Supplied records below:

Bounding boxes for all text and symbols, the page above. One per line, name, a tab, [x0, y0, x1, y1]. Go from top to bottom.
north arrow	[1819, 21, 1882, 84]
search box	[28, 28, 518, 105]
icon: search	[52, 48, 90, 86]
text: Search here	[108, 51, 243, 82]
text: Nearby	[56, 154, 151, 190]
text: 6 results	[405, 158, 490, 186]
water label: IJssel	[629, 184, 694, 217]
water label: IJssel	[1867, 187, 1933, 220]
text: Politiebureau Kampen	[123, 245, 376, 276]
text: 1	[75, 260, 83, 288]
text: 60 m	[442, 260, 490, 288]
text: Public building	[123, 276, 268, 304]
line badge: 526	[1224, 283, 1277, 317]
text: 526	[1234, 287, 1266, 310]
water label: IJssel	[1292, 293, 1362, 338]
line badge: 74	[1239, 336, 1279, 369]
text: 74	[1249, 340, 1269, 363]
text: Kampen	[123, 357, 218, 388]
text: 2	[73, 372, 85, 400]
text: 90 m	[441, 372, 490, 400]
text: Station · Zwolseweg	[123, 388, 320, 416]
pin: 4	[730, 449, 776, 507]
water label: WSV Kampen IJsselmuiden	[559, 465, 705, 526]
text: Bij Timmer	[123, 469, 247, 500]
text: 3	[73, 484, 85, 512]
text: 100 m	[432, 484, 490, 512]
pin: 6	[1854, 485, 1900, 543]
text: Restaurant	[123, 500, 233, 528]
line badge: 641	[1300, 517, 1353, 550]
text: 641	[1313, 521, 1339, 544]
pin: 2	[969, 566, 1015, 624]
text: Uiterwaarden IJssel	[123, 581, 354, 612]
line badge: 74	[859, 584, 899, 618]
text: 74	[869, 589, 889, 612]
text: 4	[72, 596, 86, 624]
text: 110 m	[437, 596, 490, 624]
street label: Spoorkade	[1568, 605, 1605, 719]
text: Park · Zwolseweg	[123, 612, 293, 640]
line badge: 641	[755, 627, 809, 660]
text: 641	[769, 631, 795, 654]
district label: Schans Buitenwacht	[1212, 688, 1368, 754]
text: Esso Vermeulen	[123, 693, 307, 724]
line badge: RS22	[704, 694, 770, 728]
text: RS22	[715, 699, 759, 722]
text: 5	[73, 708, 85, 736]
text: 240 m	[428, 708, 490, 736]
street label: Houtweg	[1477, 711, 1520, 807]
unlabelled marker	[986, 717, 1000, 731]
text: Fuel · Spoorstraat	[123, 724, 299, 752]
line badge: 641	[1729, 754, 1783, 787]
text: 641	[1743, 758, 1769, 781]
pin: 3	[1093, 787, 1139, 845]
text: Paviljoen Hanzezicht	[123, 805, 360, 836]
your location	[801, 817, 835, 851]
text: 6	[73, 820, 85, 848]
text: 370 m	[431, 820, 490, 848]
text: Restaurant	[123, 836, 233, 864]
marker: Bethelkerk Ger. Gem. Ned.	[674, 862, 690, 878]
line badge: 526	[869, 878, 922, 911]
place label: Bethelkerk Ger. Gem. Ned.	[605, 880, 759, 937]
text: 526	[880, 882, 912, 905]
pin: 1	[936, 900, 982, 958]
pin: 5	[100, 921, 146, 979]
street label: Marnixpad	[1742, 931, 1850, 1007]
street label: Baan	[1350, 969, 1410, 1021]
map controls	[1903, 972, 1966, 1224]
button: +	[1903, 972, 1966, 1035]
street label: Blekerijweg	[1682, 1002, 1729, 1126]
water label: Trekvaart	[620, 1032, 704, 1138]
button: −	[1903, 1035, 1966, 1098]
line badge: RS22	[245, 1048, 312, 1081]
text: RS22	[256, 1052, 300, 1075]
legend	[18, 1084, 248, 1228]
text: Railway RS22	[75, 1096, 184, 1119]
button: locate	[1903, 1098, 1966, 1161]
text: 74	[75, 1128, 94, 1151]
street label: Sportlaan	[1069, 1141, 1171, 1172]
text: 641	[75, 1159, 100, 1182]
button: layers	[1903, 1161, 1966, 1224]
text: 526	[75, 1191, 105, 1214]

End of Supplied records.

## Problem:
Copy each line of the listing that includes "Restaurant".

## Exercise answer:
text: Restaurant	[123, 500, 233, 528]
text: Restaurant	[123, 836, 233, 864]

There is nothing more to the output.